Sorry for the delay. I’ve been busier than expected these past few days, and I found I had way more to say about this than expected.
The overarching goal of these 3 sections is to find a way to measure how ‘similar’ two strings of either nucleotides or of amino acids is, continuing the ideas from the previous sections. The real mathematical difficulty here is to capture the notion of similarity with a mathematical definition which is both robust and efficiently computable.
In sections 6.4 and 6.5 we considered adding ‘gaps’ to the Hamming distance to get a better notion of the distance between two strings. In 6.6, we consider a generalization of this method. Let δ be a (k+1) x (k+1) matrix, called the scoring matrix, where k is the number of letters in the alphabet we are using (whether they be nucleotides or amino acids). We’ll abuse notation a bit and write δ(x,y) for the entries of δ, where x and y are either letters or the gap character ‘-’.

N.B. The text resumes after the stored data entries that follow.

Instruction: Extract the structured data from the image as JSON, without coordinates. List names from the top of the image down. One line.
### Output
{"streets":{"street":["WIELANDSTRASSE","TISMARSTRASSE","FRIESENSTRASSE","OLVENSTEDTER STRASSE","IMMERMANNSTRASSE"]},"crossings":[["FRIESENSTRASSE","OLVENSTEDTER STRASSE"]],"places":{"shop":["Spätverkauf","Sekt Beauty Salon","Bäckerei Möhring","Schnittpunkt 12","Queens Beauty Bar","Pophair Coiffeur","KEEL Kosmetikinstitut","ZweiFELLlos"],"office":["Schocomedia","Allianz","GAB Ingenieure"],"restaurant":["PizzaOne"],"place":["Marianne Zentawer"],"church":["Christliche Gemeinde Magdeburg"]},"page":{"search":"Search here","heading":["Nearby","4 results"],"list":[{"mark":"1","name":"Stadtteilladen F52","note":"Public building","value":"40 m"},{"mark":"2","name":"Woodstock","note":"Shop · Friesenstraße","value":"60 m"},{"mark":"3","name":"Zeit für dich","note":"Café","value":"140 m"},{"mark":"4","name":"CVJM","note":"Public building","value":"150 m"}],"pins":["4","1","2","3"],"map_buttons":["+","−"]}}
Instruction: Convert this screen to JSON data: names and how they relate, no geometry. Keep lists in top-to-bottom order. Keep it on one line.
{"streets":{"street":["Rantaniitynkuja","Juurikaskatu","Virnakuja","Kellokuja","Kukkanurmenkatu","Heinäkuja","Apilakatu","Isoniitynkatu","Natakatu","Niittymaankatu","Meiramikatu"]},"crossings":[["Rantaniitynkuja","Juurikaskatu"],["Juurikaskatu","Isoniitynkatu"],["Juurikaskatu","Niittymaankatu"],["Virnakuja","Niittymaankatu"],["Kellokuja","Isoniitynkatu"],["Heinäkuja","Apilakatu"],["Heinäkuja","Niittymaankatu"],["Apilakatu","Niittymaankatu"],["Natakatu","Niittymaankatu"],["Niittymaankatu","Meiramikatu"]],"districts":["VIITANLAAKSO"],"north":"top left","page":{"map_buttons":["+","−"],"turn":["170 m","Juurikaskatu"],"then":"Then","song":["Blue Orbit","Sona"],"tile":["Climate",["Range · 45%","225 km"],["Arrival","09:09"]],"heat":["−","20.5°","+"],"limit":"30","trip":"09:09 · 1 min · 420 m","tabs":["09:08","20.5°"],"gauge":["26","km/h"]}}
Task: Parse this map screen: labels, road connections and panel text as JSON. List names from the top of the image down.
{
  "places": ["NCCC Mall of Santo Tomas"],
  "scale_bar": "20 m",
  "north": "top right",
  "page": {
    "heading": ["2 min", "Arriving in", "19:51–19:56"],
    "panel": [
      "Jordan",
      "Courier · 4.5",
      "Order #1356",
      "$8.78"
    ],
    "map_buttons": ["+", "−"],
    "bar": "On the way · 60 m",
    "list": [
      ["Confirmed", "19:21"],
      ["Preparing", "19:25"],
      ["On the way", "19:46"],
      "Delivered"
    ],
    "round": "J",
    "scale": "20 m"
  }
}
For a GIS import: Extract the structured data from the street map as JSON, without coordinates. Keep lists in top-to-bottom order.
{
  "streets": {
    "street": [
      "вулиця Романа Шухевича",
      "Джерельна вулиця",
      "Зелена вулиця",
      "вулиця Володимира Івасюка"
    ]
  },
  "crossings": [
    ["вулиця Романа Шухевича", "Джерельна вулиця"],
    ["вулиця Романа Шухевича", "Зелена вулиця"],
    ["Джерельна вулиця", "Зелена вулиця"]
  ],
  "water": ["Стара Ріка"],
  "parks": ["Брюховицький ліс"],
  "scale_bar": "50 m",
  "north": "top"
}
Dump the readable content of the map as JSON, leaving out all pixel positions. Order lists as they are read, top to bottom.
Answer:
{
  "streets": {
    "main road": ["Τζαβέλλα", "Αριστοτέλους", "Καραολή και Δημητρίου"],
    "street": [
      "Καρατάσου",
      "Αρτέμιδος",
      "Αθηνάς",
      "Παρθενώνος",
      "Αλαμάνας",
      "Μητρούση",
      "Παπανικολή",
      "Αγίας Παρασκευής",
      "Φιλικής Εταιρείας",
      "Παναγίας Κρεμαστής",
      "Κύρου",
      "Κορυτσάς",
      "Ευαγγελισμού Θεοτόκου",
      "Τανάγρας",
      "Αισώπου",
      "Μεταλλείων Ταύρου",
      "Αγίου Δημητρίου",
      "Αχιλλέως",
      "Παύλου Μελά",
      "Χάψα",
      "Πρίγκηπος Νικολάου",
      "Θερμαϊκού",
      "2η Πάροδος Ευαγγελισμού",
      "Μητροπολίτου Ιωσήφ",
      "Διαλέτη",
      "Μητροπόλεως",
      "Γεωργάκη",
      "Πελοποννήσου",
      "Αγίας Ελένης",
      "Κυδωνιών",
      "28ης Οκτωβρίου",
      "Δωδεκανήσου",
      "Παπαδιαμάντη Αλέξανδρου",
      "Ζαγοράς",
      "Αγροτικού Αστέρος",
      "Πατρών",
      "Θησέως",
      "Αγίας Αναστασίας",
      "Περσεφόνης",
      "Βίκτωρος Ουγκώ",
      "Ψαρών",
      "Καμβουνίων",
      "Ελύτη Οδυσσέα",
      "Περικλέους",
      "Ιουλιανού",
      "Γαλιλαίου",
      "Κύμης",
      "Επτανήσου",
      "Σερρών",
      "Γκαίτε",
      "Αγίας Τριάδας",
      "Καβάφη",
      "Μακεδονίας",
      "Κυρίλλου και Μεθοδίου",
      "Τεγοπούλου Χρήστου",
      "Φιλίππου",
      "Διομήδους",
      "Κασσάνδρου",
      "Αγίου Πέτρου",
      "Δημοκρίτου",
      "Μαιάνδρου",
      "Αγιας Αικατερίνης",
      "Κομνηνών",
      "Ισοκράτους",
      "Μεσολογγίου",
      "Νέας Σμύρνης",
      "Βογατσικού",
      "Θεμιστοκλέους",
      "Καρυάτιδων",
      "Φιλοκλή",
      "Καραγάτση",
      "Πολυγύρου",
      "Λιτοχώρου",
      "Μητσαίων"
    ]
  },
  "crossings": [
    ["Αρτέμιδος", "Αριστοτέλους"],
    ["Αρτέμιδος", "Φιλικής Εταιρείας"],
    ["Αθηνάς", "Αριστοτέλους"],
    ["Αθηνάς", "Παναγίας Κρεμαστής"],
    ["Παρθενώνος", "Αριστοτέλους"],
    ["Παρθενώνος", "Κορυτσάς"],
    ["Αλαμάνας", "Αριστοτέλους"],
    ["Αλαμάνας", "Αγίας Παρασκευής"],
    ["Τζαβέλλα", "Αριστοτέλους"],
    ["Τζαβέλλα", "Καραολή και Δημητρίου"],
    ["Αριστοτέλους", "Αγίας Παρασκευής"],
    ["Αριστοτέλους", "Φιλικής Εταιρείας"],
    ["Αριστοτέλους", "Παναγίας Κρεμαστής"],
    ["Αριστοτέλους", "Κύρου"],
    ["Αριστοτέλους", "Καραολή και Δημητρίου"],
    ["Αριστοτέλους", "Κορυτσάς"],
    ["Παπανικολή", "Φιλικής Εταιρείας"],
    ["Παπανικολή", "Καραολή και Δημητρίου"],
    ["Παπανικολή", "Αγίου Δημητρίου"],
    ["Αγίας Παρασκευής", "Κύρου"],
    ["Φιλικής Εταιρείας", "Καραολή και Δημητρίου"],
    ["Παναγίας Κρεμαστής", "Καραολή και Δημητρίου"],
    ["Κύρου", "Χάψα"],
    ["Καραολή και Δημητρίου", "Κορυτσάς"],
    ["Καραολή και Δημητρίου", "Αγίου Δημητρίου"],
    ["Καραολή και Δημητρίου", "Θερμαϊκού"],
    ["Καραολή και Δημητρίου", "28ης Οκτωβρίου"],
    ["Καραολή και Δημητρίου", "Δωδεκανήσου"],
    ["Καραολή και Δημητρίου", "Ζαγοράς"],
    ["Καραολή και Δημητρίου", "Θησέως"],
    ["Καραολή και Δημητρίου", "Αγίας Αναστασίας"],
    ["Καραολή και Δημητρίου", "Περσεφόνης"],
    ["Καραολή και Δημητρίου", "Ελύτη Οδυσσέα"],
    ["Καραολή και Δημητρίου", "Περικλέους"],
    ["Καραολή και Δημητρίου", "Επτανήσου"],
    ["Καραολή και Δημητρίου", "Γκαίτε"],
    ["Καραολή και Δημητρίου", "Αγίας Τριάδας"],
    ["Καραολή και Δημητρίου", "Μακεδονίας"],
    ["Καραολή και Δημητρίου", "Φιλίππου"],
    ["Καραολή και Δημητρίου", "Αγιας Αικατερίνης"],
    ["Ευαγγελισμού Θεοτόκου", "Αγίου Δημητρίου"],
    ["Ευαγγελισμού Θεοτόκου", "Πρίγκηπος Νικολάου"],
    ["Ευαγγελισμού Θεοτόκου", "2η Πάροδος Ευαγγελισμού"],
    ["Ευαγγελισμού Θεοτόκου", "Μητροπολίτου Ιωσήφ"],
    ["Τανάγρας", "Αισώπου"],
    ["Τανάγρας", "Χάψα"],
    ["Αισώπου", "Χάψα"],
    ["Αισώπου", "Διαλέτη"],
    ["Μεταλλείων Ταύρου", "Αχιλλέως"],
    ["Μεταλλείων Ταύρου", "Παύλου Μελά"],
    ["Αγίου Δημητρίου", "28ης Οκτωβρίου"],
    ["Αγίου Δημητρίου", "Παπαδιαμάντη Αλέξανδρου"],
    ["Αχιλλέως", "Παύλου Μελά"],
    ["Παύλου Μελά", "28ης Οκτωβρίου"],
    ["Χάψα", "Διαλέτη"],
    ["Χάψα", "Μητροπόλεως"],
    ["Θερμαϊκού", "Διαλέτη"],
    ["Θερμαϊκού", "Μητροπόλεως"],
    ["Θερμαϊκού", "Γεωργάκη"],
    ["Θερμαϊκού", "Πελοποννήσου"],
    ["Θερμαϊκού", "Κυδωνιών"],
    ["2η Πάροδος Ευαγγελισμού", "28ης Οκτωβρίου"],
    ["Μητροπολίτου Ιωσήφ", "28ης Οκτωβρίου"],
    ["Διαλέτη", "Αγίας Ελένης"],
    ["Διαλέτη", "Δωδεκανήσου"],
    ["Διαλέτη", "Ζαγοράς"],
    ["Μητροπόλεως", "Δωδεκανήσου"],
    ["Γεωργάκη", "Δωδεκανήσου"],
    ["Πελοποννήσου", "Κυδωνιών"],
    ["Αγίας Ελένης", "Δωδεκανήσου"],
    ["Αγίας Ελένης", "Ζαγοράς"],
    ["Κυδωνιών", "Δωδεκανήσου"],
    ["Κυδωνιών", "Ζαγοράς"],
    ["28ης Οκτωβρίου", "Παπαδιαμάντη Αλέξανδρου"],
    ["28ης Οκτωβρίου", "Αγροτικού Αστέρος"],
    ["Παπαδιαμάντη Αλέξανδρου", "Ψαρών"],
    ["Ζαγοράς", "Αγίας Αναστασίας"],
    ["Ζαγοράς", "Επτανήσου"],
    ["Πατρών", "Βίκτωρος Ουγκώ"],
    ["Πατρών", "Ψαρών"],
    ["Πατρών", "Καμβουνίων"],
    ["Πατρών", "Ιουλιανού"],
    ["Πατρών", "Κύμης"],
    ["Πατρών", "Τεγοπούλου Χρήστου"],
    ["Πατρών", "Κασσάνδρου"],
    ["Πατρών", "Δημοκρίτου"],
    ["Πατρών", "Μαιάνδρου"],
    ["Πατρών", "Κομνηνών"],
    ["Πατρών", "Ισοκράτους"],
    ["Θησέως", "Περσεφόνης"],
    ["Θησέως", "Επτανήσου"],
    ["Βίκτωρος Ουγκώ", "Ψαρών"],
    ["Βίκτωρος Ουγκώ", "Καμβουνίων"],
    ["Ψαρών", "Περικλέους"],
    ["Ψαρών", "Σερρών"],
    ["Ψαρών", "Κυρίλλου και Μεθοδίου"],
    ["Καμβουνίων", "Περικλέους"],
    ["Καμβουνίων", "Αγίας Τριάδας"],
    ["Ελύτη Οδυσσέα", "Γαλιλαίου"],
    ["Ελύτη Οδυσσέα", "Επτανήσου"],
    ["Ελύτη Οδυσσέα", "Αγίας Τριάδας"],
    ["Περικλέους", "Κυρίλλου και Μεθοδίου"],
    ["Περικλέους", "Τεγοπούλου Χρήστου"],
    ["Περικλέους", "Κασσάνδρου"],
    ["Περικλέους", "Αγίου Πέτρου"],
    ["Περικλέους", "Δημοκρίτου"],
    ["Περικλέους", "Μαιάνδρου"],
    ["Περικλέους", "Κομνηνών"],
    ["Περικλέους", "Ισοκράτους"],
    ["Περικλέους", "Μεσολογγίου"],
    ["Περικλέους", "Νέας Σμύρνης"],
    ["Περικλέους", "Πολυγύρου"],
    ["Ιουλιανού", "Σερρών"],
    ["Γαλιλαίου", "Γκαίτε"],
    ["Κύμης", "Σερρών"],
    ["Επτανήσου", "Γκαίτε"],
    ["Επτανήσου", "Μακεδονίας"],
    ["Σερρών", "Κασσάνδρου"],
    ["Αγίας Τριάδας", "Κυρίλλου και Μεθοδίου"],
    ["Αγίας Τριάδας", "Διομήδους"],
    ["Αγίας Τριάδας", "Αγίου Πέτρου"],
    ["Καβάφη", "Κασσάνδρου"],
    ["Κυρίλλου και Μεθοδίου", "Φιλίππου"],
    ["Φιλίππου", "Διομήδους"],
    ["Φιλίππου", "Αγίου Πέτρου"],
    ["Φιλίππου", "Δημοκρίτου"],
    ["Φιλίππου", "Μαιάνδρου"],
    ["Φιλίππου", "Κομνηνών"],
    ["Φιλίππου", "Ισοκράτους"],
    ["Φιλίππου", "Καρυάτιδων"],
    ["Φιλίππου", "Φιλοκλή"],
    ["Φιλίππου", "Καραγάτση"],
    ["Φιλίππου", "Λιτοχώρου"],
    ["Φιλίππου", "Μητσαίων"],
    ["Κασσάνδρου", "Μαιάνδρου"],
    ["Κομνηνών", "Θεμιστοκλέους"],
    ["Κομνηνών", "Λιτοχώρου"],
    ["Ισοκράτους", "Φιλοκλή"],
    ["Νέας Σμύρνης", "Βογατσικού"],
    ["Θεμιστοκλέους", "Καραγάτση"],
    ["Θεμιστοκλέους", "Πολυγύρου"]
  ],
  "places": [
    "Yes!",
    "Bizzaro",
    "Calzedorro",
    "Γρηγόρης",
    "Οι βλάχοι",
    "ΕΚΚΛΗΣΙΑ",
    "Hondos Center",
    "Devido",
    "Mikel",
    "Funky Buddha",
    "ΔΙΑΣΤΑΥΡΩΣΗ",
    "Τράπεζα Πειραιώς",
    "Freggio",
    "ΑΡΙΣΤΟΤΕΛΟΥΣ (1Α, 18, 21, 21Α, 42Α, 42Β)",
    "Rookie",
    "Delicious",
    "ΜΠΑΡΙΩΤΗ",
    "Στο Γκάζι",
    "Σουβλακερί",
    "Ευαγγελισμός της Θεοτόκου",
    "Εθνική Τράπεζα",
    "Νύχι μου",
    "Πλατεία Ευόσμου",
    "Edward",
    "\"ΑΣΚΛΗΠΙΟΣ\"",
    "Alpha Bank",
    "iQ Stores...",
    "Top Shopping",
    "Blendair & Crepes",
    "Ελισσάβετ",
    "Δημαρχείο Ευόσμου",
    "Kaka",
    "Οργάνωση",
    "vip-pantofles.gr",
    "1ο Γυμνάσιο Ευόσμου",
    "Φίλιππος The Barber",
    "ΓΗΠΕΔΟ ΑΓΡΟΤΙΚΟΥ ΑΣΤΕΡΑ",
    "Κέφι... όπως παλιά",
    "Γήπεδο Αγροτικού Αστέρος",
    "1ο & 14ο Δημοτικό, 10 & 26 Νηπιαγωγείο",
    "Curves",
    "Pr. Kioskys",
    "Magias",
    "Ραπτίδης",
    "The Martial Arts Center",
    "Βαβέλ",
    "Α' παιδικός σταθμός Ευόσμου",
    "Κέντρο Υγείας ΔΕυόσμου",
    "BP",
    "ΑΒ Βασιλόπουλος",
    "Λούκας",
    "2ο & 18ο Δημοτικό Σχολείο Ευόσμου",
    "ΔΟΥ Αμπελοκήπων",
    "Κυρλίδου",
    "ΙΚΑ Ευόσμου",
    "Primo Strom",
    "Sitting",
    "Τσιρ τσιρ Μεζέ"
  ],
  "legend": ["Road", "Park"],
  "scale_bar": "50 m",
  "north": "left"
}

The idea is that we’ll parse through the strings as we did before, either diagonally or treating the character as a gap, and at each step we add δ(x,y) to a running total, where x and y are characters extracted from the respective strings, or the gap. For a particular way to parse the strings, we get a number, which I’ll call the similarity of the two strings, and then we minimize that number over all possible paths. Algorithmically, there’s a nice way to do this, which I won’t discuss since it’s rather prominently placed in the chapter.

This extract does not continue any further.